J'ai longtemps réfléchi et j'ai finalement décidé de suivre ce cours. C'était il y a environ 3 ans. Pour être honnête, je n'avais pas l'intention de devenir tatoueuse, j'ai suivi le cours pour moi-même, je pensais que ce serait mon passe-temps. Mais le passe-temps est devenu quelque chose de plus. Dans cette profession, j'ai trouvé tous les composants nécessaires pour moi : la réalisation créative, le reflet de moi-même dans mes œuvres, la capacité de la combiner à d'autres idées créatives.

Le handpoke est une technique très rare, et combiné à la culture indienne, le bouddhisme, les mantras, tout cela se transforme en une sorte de rituel. Parlez-nous de votre passion pour le bouddhisme et comment elle s'est transformée en tatouage ?
- J'ai commencé à m'intéresser au bouddhisme bien avant les tatouages. Quand j'avais 6-7 ans, mon père m'a emmenée dans un magasin indien. Des amis à lui y travaillaient. Pendant qu'il discutait avec eux, je me promenais et regardais les figurines, les galets, les bijoux. Il y avait tellement de détails qu'à chaque fois que nous y allions, je découvrais quelque chose de nouveau et d'intéressant. Plus tard, j'ai acheté mon premier livre sur le bouddhisme et j'ai commencé à étudier cette culture plus en détail.
Et cela s'est transformé en tatouage lorsque j'ai envisagé de me faire tatouer. Je savais avec certitude que ce serait un symbole bouddhiste et j'ai tatoué un parapluie bouddhiste sur ma cuisse - c'est l'un des bons symboles du bouddhisme. Il protège de la souillure de l'esprit, comme un parapluie ordinaire de la pluie.

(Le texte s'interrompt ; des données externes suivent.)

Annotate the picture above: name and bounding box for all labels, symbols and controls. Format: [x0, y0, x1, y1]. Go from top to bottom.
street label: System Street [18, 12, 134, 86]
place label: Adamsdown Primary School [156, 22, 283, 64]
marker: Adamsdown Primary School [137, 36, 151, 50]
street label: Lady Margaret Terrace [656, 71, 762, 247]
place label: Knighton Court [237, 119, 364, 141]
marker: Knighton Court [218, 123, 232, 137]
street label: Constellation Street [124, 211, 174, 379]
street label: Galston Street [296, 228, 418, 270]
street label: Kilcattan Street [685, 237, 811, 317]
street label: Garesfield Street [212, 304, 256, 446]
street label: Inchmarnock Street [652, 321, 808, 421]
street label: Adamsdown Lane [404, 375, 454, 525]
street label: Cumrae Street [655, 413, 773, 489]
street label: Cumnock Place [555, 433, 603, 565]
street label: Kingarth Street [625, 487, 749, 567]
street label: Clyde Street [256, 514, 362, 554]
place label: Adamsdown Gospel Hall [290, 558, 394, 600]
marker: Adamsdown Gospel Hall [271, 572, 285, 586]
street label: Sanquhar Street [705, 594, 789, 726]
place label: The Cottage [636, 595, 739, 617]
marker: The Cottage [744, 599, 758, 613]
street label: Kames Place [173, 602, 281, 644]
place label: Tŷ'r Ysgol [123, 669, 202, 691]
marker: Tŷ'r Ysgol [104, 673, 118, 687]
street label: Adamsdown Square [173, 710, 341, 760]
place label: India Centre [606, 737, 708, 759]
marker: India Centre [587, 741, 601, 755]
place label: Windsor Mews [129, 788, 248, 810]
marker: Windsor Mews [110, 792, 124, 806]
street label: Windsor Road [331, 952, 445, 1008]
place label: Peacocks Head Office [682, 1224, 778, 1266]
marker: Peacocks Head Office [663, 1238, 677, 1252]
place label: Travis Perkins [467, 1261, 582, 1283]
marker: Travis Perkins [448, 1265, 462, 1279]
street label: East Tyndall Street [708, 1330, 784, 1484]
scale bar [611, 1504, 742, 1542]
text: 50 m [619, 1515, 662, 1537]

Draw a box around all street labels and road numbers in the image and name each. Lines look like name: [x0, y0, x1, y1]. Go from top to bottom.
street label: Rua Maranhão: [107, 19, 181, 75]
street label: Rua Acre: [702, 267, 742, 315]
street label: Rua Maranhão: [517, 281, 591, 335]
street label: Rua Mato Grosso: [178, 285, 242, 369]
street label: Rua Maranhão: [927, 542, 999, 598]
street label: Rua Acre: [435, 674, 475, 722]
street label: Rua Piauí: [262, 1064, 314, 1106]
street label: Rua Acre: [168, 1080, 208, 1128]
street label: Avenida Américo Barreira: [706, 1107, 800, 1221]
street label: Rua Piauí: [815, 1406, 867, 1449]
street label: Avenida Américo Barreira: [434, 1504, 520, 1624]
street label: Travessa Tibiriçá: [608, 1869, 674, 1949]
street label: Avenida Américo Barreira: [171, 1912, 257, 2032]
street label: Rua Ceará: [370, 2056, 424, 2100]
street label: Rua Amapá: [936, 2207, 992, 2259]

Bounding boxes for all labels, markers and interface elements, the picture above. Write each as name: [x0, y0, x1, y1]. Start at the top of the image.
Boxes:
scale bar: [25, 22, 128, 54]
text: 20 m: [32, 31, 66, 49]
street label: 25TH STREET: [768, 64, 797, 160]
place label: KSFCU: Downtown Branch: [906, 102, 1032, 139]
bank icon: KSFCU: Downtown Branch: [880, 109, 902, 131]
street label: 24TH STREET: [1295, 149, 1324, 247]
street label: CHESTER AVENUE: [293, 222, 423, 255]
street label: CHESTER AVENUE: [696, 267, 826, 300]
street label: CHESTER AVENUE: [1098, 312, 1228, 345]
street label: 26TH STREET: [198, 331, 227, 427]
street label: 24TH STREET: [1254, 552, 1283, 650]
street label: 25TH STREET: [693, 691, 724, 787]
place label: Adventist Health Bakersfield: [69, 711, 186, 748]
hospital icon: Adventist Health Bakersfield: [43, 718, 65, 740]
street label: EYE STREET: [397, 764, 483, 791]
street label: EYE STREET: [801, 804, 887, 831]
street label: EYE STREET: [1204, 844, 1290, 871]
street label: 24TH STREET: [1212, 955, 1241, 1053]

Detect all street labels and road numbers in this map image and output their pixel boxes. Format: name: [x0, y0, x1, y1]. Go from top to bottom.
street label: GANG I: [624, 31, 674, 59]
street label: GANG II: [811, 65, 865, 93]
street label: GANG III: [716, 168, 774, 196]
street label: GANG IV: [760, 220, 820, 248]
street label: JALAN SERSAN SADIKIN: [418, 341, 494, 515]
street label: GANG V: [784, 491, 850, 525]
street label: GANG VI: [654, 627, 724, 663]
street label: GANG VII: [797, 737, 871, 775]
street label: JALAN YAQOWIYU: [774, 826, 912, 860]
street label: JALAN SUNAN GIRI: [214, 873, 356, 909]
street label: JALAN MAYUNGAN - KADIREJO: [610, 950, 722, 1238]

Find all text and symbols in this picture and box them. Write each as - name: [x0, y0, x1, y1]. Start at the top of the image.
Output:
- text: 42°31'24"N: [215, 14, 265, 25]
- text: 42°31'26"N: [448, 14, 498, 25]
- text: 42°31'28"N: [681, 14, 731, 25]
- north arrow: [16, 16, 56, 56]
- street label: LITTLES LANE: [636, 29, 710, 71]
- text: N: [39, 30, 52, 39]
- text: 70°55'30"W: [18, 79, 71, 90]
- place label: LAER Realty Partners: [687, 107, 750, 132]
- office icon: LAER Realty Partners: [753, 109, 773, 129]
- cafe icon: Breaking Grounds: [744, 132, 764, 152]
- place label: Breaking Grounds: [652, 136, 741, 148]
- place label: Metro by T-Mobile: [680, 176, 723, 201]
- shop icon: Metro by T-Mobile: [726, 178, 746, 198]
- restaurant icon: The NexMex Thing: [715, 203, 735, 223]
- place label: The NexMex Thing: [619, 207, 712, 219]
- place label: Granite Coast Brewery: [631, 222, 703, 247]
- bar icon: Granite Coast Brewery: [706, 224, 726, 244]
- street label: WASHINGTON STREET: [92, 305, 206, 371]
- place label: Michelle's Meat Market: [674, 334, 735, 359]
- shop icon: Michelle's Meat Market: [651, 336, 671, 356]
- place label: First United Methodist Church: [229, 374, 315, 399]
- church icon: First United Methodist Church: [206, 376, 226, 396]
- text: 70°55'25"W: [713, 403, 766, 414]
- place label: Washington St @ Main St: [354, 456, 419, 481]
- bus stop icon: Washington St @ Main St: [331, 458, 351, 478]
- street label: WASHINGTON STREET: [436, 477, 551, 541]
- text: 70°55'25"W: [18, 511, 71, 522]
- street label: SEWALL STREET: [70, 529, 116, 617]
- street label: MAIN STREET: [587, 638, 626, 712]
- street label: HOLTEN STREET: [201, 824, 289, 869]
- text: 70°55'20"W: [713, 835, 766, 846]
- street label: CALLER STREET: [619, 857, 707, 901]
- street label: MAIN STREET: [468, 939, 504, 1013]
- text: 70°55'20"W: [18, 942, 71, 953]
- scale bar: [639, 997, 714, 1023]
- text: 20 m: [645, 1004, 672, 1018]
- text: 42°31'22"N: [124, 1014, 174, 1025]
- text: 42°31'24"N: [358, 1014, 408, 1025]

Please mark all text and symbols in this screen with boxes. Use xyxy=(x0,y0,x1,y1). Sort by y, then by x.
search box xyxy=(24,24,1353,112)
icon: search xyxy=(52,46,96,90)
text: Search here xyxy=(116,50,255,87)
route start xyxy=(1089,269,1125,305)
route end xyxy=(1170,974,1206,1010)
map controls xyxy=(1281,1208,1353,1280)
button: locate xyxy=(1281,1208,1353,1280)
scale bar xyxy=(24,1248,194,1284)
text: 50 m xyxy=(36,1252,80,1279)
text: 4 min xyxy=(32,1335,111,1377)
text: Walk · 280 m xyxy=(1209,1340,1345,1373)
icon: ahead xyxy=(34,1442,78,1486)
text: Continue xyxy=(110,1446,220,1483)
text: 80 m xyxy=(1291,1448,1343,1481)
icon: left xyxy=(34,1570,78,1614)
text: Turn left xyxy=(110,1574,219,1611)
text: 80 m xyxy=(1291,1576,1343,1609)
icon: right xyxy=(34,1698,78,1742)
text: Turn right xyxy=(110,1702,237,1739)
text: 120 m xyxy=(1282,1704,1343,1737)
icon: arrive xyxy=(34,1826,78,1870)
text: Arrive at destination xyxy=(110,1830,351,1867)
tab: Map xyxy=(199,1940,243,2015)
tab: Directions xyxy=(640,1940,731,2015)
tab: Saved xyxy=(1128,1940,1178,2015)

Par conséquent, lorsque j'ai suivi la formation individuelle de handpoke, je savais avec certitude que je me développerais dans cette direction. En fait, mes premiers croquis étaient des nœuds d'infini tibétains, des vajra, des poissons rouges.
Était-il difficile de maîtriser la technique du handpoke ? Avez-vous eu des professeurs ou peut-être des difficultés en cours de route ?
- Ce n'était pas tant difficile que effrayant. Quand on réalise qu'on laisse une marque sur la peau d'une personne pour toujours, on a peur de faire une erreur. De tels sentiments m'ont envahie pendant que j'étudiais et pendant les premières séances de pratique sur des amis et des connaissances.

Vous enseignez le handpoke en un temps assez court. Combien de temps faut-il pour maîtriser cette technique ? Et avez-vous besoin de compétences supplémentaires pour cela ?
- Je donne des formations individuelles à des personnes qui ont déjà des compétences en dessin. Malheureusement, sans compétences artistiques, je ne prends pas de personnes en formation, car c'est une base qu'il est tout simplement impossible de maîtriser en peu de temps. Par exemple, j'ai 9 ans d'école d'art, 2 ans de cours de dessin et de composition à l'université et 5 ans d'études d'architecture. Soit un total de 16 ans. Mais beaucoup de gens veulent apprendre à tatouer sans avoir aucune expérience artistique.
Vous pouvez maîtriser la technique, comprendre comment faire un point et tracer une ligne, en 3 jours. C'est la durée de la formation individuelle. Mais pour tatouer une ligne droite, pour sentir l'architecture du corps, pour dessiner un croquis de manière à souligner les lignes du corps, pour placer l'image avec succès sur le corps - cela nécessite des compétences artistiques. Bien sûr, il n'est pas nécessaire d'avoir 16 ans d'études d'art, mais il faut au moins sentir la composition et pouvoir tenir fermement un crayon à la main. C'est pourquoi je ne sélectionne les candidats à la formation que sur portfolio.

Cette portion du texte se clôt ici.